If you mean "I want to get the wikitext only", then look at the wikipedia.Page
class, and the get
method.
import wikipedia
site = wikipedia.getSite('en', 'wikipedia')
page = wikipedia.Page(site, 'Test')
print page.get() # '''Test''', '''TEST''' or '''Tester''' may refer to:
#==Science and technology==
#* [[Concept inventory]] - an assessment to reveal student thinking on a topic.
# ...
This way you get the complete, raw wikitext from the article.
If you want to strip out the wiki syntax, as is transform [[Concept inventory]]
into Concept inventory and so on, it is going to be a bit more painful.
The main reason for this trouble is that the MediaWiki wiki syntax has no defined grammar. Which makes it really hard to parse, and to strip. I currently know no software that allows you to do this accurately. There's the MediaWiki Parser class of course, but it's PHP, a bit hard to grasp, and its purpose is very very different.
But if you only want to strip out links, or very simple wiki constructs use regexes:
text = re.sub('\[\[([^\]\|]*)\]\]', '\\1', 'Lorem ipsum [[dolor]] sit amet, consectetur adipiscing elit.')
print text #Lorem ipsum dolor sit amet, consectetur adipiscing elit.
and then for piped links:
text = re.sub('\[\[(?:[^\]\|]*)\|([^\]\|]*)\]\]', '\\1', 'Lorem ipsum [[dolor|DOLOR]] sit amet, consectetur adipiscing elit.')

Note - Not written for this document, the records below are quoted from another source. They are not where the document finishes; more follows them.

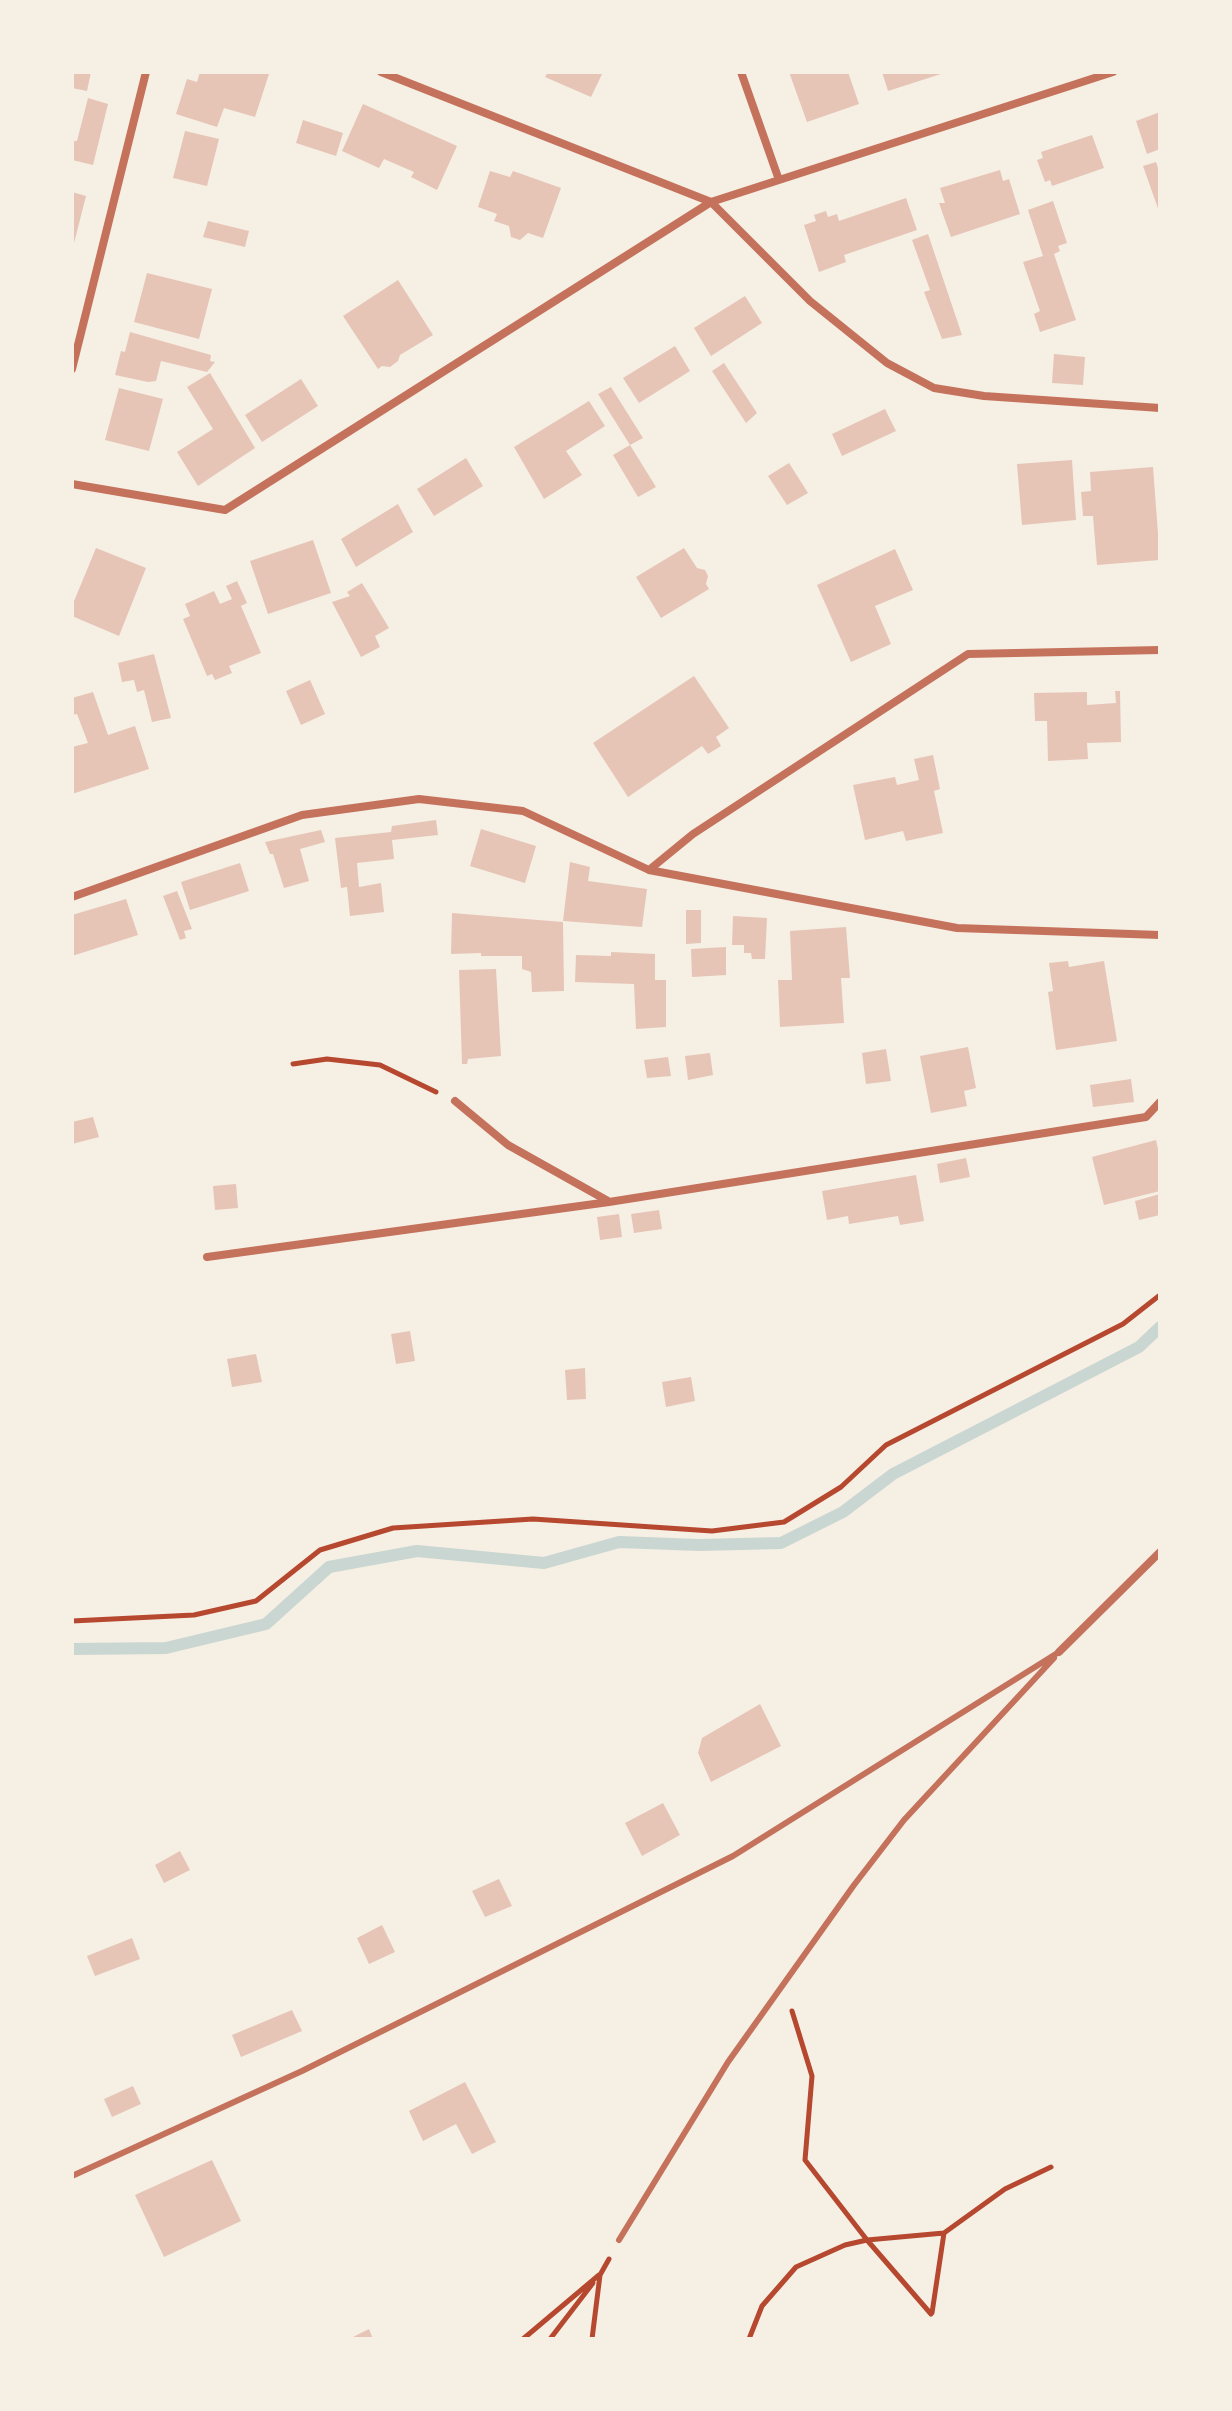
<!DOCTYPE html>
<html>
<head>
<meta charset="utf-8">
<style>
  body { margin:0 }
  #map { position:relative; width:1232px; height:2411px; overflow:hidden; background:#f6efe4; font-family:Jost,sans-serif }
  canvas { display:block }
  .frame { position:absolute; inset:0; border:74px solid #f6efe4; pointer-events:none }
</style>
</head>
<body>
<div id="map">
<canvas width="1232" height="2411"></canvas>
<div class="frame"></div>
</div>
<script>
const ctx = document.querySelector('canvas').getContext('2d');
ctx.lineJoin = 'round';
const toPath = rows => new Path2D(rows.map(r => 'M' + r).join(''));
function trace(path, color, width, dash) { ctx.strokeStyle = color; ctx.lineWidth = width; ctx.lineCap = dash ? 'butt' : 'round'; ctx.setLineDash(dash || []); ctx.stroke(path); }
function paint(path, color) { ctx.fillStyle = color; ctx.fill(path, 'evenodd'); }
const stream = toPath([
  [72,1649,166,1648,266,1624,329,1567,417,1551,544,1563,619,1542,699,1545,781,1543,843,1512,893,1474,1139,1347,1160,1327]
]);
const building = toPath([
  [72,72,91,72,87,91,72,88],
  [200,72,269,74,255,117,224,108,217,127,176,114,187,79,197,82],
  [548,72,603,72,591,97,545,77],
  [789,72,848,72,859,104,807,122],
  [882,72,944,72,944,73,888,91],
  [88,98,108,104,93,165,72,160,72,141,77,141],
  [363,104,457,146,437,190,411,177,414,172,384,159,379,168,342,151],
  [1160,112,1160,149,1147,154,1136,121],
  [303,120,343,133,336,156,296,143],
  [185,131,219,139,207,186,173,178],
  [1092,135,1104,168,1052,186,1050,180,1045,182,1037,160,1043,158,1041,152],
  [1156,162,1160,174,1160,214,1143,166],
  [1000,170,1003,181,1009,179,1020,214,951,237,939,203,945,203,940,188],
  [490,171,510,177,513,171,561,188,543,238,528,233,520,240,511,237,509,226,494,221,497,214,478,207],
  [72,192,86,196,73,247,72,247],
  [906,198,917,230,844,255,846,262,819,272,804,225,816,221,814,215,826,211,828,217,837,214,839,221],
  [1053,201,1067,243,1058,246,1060,251,1054,254,1076,320,1040,332,1034,314,1040,311,1023,262,1043,256,1028,210],
  [208,221,249,231,245,247,203,237],
  [928,234,962,335,942,339,924,292,930,290,912,240],
  [147,273,212,289,199,339,134,322],
  [398,280,433,335,400,355,398,361,390,367,382,366,378,369,343,316],
  [745,296,762,323,711,356,694,328],
  [130,332,211,355,210,361,215,362,207,372,161,361,156,381,148,382,115,375,121,351,125,352],
  [675,346,690,371,639,403,623,378],
  [1054,354,1085,357,1083,385,1052,383],
  [724,363,757,413,746,423,712,371],
  [210,373,255,448,198,486,177,452,213,429,187,387],
  [301,379,318,406,262,442,245,415],
  [611,387,643,438,630,445,656,487,638,497,613,455,630,445,598,394],
  [119,388,163,399,149,451,105,440],
  [589,401,605,426,566,451,582,475,544,499,514,447],
  [885,409,896,431,842,456,832,434],
  [466,458,483,486,434,516,417,489],
  [1072,460,1076,520,1022,525,1017,464],
  [789,463,808,493,787,505,768,476],
  [1153,467,1160,560,1097,565,1093,516,1083,516,1081,492,1091,491,1090,472],
  [398,504,413,532,356,567,341,539],
  [313,540,331,593,268,614,250,561],
  [96,548,146,568,119,636,72,616,72,606],
  [684,548,697,568,705,570,708,576,706,584,709,589,661,618,636,577],
  [895,549,913,590,875,606,891,644,851,662,817,585],
  [237,581,247,603,241,606,261,653,229,666,232,673,215,680,212,674,207,676,183,619,190,616,185,604,214,591,220,604,232,599,226,586],
  [362,583,389,628,375,636,380,647,361,657,332,602,350,596,347,592],
  [154,654,171,718,152,722,144,690,137,692,134,680,122,682,118,663],
  [694,676,729,728,716,737,721,746,708,754,702,746,628,797,593,743],
  [310,680,325,714,301,725,286,691],
  [1115,691,1120,691,1121,742,1087,743,1088,759,1048,761,1047,721,1035,721,1034,693,1087,692,1087,705,1116,703],
  [93,692,108,735,135,726,149,769,72,794,72,747,88,743,77,714,72,715,72,698],
  [933,755,940,789,934,791,943,833,906,841,903,831,865,840,853,785,895,777,897,785,919,780,914,759],
  [436,820,438,835,392,840,394,859,357,863,359,887,381,883,384,912,350,916,347,887,341,888,335,838,391,832,392,826],
  [481,829,536,846,525,883,470,866],
  [321,830,325,842,300,849,309,881,284,888,273,854,270,854,265,842],
  [570,862,590,867,588,881,647,889,642,927,563,921],
  [240,863,249,891,190,910,181,882],
  [177,891,192,929,184,931,186,938,180,940,163,896],
  [126,899,138,935,72,956,72,915],
  [686,910,701,910,701,943,686,944],
  [452,913,563,922,564,991,532,992,531,972,522,969,522,956,481,956,481,953,451,954],
  [733,916,767,918,765,959,752,959,751,953,744,953,744,945,732,945],
  [846,927,850,978,841,978,844,1023,780,1027,778,980,792,980,790,931],
  [726,947,726,975,692,977,691,949],
  [611,952,655,954,655,980,666,980,666,1027,636,1029,634,984,575,982,576,955,611,956],
  [1068,961,1069,967,1104,961,1117,1041,1056,1050,1048,992,1053,991,1049,963],
  [496,969,501,1056,468,1059,467,1064,462,1064,459,970],
  [968,1047,976,1088,964,1091,967,1106,931,1113,920,1056],
  [886,1049,891,1081,866,1084,862,1053],
  [710,1053,713,1075,688,1080,685,1056],
  [668,1057,671,1076,647,1078,644,1060],
  [1131,1079,1134,1102,1093,1107,1090,1085],
  [93,1117,99,1137,72,1144,72,1122],
  [1156,1140,1160,1158,1160,1191,1104,1205,1092,1157],
  [966,1158,970,1177,940,1183,937,1164],
  [916,1175,924,1221,900,1225,898,1216,849,1224,848,1216,827,1220,822,1191],
  [236,1184,238,1208,215,1210,213,1186],
  [1160,1194,1160,1215,1139,1220,1135,1201],
  [659,1210,662,1229,634,1233,631,1214],
  [619,1214,622,1237,600,1240,597,1217],
  [410,1331,415,1361,396,1364,391,1334],
  [256,1354,262,1382,232,1387,227,1359],
  [585,1368,586,1399,567,1400,565,1370],
  [691,1377,695,1401,666,1407,662,1382],
  [760,1704,781,1746,711,1782,698,1753,702,1738],
  [663,1803,680,1835,642,1856,625,1823],
  [180,1851,190,1870,164,1883,155,1865],
  [499,1879,512,1906,485,1917,472,1891],
  [382,1925,395,1952,369,1964,357,1938],
  [132,1938,140,1959,95,1976,87,1956],
  [292,2010,302,2031,241,2057,232,2035],
  [465,2082,496,2142,472,2154,456,2124,423,2141,409,2111],
  [133,2086,141,2104,112,2117,104,2099],
  [212,2160,241,2221,164,2257,135,2195],
  [369,2329,373,2339,349,2339]
]);
const path = toPath([
  [293,1064,327,1059,380,1065,436,1092],
  [72,1621,194,1615,256,1601,320,1550,393,1528,533,1519,712,1531,784,1522,841,1487,886,1445,1123,1324,1160,1295],
  [792,2011,812,2076,805,2160,867,2240,931,2314],
  [932,2313,944,2233],
  [523,2339,599,2275],
  [550,2339,593,2283],
  [592,2339,600,2275,609,2259],
  [749,2339,762,2306,796,2267,845,2245,867,2240,944,2233,1005,2189,1051,2167]
]);
const service = toPath([
  [72,2176,302,2071,733,1856,1059,1652],
  [619,2240,728,2062,854,1885,904,1820,1054,1658]
]);
const minor = toPath([
  [381,72,711,202,810,301,887,363,934,388,984,396,1160,408],
  [741,72,779,180],
  [72,369,146,72],
  [72,484,225,510,711,202,1113,72],
  [649,870,693,834,968,654,1160,650],
  [72,897,302,815,419,799,523,811,649,870,957,928,1160,935],
  [455,1101,508,1145,608,1201],
  [207,1257,609,1202,1146,1117,1160,1102],
  [1059,1652,1160,1552]
]);
trace(stream, '#c9d6d2', 12);
paint(building, '#e6c5b7');
trace(path, '#b5482f', 5);
trace(service, '#c5725c', 6);
trace(minor, '#c5725c', 8);
</script>
</body>
</html>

print text #Lorem ipsum DOLOR sit amet, consectetur adipiscing elit.
and so on.
But for example, there is no reliable easy way to strip out nested templates from a page. And the same goes for Images that have links in their comments. It's quite hard, and involves recursively removing the most internal link and replacing it by a marker and start over. Have a look at the templateWithParams
function in wikipedia.py if you want, but it's not pretty.